**EXERCISE DATA:**
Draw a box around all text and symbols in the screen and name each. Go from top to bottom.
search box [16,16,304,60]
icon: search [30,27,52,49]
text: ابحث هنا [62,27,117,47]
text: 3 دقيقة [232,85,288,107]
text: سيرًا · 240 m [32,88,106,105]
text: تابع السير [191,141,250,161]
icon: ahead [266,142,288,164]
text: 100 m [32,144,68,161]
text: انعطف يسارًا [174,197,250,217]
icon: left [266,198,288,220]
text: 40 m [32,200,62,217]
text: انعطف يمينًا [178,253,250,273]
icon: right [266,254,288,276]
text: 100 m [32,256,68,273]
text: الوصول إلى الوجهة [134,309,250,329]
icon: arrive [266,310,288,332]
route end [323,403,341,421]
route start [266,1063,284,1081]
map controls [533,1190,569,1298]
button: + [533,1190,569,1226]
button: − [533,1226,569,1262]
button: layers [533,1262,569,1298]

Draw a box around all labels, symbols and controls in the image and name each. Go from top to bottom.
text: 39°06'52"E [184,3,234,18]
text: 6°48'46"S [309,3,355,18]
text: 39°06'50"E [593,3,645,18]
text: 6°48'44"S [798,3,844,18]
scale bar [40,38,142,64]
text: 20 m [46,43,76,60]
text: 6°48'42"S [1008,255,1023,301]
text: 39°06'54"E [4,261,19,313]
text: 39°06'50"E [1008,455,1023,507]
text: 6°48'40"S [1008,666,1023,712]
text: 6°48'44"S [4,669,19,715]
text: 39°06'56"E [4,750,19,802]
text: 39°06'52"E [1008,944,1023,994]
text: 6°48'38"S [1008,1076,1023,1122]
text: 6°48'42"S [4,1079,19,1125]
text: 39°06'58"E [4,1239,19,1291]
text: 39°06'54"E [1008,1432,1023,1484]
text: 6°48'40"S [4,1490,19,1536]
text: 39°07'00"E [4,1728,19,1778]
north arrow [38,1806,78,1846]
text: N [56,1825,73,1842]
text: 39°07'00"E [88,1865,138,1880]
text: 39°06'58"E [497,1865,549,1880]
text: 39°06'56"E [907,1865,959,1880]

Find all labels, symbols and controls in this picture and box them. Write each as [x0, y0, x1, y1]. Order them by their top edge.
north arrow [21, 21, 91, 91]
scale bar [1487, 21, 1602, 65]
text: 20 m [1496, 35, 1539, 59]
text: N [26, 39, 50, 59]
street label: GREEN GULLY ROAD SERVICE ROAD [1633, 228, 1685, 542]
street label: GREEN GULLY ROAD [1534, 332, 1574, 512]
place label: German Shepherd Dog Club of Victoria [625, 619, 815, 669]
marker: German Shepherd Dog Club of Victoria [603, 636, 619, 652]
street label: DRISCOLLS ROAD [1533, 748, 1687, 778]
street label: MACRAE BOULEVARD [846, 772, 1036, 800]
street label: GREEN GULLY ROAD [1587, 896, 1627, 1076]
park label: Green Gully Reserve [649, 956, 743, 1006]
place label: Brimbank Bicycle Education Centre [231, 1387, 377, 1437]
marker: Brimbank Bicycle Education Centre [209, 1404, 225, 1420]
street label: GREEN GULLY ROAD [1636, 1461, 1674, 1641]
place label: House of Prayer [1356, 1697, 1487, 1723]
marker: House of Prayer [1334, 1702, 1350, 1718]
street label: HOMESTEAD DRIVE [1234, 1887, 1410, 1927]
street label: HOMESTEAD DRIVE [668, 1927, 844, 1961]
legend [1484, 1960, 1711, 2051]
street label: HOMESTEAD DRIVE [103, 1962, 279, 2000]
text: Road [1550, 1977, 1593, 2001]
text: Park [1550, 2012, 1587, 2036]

**REQUIRED WORK:**
Show all lines above holding "labels".

**ANSWER SPACE:**
Draw a box around all labels, symbols and controls in the image and name each. Go from top to bottom.
Find all labels, symbols and controls in this picture and box them. Write each as [x0, y0, x1, y1]. Order them by their top edge.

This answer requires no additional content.